# Prompt
Below are some records. Print all of them exactly as they appear.

START Supplied data

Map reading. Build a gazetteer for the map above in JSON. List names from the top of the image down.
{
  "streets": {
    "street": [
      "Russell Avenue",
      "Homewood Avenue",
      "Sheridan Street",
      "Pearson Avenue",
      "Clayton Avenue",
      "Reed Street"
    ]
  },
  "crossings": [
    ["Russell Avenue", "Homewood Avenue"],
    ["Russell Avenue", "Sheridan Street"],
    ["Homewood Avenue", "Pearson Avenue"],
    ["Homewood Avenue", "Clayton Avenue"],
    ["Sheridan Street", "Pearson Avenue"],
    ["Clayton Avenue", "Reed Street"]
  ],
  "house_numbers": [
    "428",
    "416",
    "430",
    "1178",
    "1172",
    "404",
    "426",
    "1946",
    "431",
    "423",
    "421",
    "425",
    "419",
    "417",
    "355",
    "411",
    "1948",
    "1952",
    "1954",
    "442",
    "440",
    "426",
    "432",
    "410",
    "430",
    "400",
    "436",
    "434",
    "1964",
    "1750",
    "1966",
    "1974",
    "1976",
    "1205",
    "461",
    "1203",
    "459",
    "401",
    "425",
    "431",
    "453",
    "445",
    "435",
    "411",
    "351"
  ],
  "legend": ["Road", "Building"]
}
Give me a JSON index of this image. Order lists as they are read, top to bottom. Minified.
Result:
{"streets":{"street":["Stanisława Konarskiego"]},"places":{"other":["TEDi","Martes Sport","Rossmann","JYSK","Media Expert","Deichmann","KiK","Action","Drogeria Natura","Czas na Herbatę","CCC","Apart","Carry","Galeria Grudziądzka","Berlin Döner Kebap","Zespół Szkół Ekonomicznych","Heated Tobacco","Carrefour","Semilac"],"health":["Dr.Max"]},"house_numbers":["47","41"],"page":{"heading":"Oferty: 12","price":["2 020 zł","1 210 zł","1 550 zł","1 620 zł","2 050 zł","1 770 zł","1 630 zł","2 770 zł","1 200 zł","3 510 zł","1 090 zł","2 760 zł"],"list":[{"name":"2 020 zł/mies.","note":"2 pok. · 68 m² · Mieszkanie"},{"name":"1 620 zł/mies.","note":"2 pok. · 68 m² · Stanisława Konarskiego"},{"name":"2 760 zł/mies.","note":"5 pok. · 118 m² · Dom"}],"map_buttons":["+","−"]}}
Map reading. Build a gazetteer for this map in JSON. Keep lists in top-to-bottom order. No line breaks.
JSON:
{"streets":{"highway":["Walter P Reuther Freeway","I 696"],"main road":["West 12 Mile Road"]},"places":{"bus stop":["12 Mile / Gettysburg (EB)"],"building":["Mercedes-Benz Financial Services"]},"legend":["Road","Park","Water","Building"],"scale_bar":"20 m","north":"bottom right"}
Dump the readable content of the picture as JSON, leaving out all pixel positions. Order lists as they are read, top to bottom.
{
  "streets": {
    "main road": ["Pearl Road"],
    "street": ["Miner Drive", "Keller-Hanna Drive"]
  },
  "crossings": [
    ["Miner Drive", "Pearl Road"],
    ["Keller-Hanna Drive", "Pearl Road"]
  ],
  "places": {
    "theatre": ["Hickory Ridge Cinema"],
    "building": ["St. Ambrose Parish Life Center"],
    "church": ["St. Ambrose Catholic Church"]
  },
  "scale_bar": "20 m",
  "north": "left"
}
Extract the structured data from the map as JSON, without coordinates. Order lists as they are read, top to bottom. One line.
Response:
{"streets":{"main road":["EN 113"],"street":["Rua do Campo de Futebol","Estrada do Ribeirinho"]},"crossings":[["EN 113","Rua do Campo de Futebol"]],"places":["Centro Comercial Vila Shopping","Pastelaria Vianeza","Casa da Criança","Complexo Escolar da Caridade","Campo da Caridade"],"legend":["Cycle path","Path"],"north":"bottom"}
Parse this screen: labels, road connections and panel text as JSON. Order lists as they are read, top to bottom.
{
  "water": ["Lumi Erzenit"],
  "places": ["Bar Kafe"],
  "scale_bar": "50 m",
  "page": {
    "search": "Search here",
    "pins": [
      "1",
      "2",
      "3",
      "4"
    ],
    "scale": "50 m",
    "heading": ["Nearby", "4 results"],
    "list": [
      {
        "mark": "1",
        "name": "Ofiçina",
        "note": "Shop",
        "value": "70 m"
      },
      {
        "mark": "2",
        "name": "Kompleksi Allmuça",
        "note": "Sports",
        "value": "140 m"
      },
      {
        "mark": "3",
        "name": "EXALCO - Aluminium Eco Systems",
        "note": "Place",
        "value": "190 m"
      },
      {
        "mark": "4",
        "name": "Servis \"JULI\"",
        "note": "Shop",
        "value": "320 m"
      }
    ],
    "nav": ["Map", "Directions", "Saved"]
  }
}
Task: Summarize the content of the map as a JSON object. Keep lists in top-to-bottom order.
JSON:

END Supplied data

# Result for this exercise
Map reading. Build a gazetteer for the map above in JSON. List names from the top of the image down.
{
  "streets": {
    "street": [
      "Russell Avenue",
      "Homewood Avenue",
      "Sheridan Street",
      "Pearson Avenue",
      "Clayton Avenue",
      "Reed Street"
    ]
  },
  "crossings": [
    ["Russell Avenue", "Homewood Avenue"],
    ["Russell Avenue", "Sheridan Street"],
    ["Homewood Avenue", "Pearson Avenue"],
    ["Homewood Avenue", "Clayton Avenue"],
    ["Sheridan Street", "Pearson Avenue"],
    ["Clayton Avenue", "Reed Street"]
  ],
  "house_numbers": [
    "428",
    "416",
    "430",
    "1178",
    "1172",
    "404",
    "426",
    "1946",
    "431",
    "423",
    "421",
    "425",
    "419",
    "417",
    "355",
    "411",
    "1948",
    "1952",
    "1954",
    "442",
    "440",
    "426",
    "432",
    "410",
    "430",
    "400",
    "436",
    "434",
    "1964",
    "1750",
    "1966",
    "1974",
    "1976",
    "1205",
    "461",
    "1203",
    "459",
    "401",
    "425",
    "431",
    "453",
    "445",
    "435",
    "411",
    "351"
  ],
  "legend": ["Road", "Building"]
}
Give me a JSON index of this image. Order lists as they are read, top to bottom. Minified.
Result:
{"streets":{"street":["Stanisława Konarskiego"]},"places":{"other":["TEDi","Martes Sport","Rossmann","JYSK","Media Expert","Deichmann","KiK","Action","Drogeria Natura","Czas na Herbatę","CCC","Apart","Carry","Galeria Grudziądzka","Berlin Döner Kebap","Zespół Szkół Ekonomicznych","Heated Tobacco","Carrefour","Semilac"],"health":["Dr.Max"]},"house_numbers":["47","41"],"page":{"heading":"Oferty: 12","price":["2 020 zł","1 210 zł","1 550 zł","1 620 zł","2 050 zł","1 770 zł","1 630 zł","2 770 zł","1 200 zł","3 510 zł","1 090 zł","2 760 zł"],"list":[{"name":"2 020 zł/mies.","note":"2 pok. · 68 m² · Mieszkanie"},{"name":"1 620 zł/mies.","note":"2 pok. · 68 m² · Stanisława Konarskiego"},{"name":"2 760 zł/mies.","note":"5 pok. · 118 m² · Dom"}],"map_buttons":["+","−"]}}
Map reading. Build a gazetteer for this map in JSON. Keep lists in top-to-bottom order. No line breaks.
JSON:
{"streets":{"highway":["Walter P Reuther Freeway","I 696"],"main road":["West 12 Mile Road"]},"places":{"bus stop":["12 Mile / Gettysburg (EB)"],"building":["Mercedes-Benz Financial Services"]},"legend":["Road","Park","Water","Building"],"scale_bar":"20 m","north":"bottom right"}
Dump the readable content of the picture as JSON, leaving out all pixel positions. Order lists as they are read, top to bottom.
{
  "streets": {
    "main road": ["Pearl Road"],
    "street": ["Miner Drive", "Keller-Hanna Drive"]
  },
  "crossings": [
    ["Miner Drive", "Pearl Road"],
    ["Keller-Hanna Drive", "Pearl Road"]
  ],
  "places": {
    "theatre": ["Hickory Ridge Cinema"],
    "building": ["St. Ambrose Parish Life Center"],
    "church": ["St. Ambrose Catholic Church"]
  },
  "scale_bar": "20 m",
  "north": "left"
}
Extract the structured data from the map as JSON, without coordinates. Order lists as they are read, top to bottom. One line.
Response:
{"streets":{"main road":["EN 113"],"street":["Rua do Campo de Futebol","Estrada do Ribeirinho"]},"crossings":[["EN 113","Rua do Campo de Futebol"]],"places":["Centro Comercial Vila Shopping","Pastelaria Vianeza","Casa da Criança","Complexo Escolar da Caridade","Campo da Caridade"],"legend":["Cycle path","Path"],"north":"bottom"}
Parse this screen: labels, road connections and panel text as JSON. Order lists as they are read, top to bottom.
{
  "water": ["Lumi Erzenit"],
  "places": ["Bar Kafe"],
  "scale_bar": "50 m",
  "page": {
    "search": "Search here",
    "pins": [
      "1",
      "2",
      "3",
      "4"
    ],
    "scale": "50 m",
    "heading": ["Nearby", "4 results"],
    "list": [
      {
        "mark": "1",
        "name": "Ofiçina",
        "note": "Shop",
        "value": "70 m"
      },
      {
        "mark": "2",
        "name": "Kompleksi Allmuça",
        "note": "Sports",
        "value": "140 m"
      },
      {
        "mark": "3",
        "name": "EXALCO - Aluminium Eco Systems",
        "note": "Place",
        "value": "190 m"
      },
      {
        "mark": "4",
        "name": "Servis \"JULI\"",
        "note": "Shop",
        "value": "320 m"
      }
    ],
    "nav": ["Map", "Directions", "Saved"]
  }
}
Task: Summarize the content of the map as a JSON object. Keep lists in top-to-bottom order.
JSON:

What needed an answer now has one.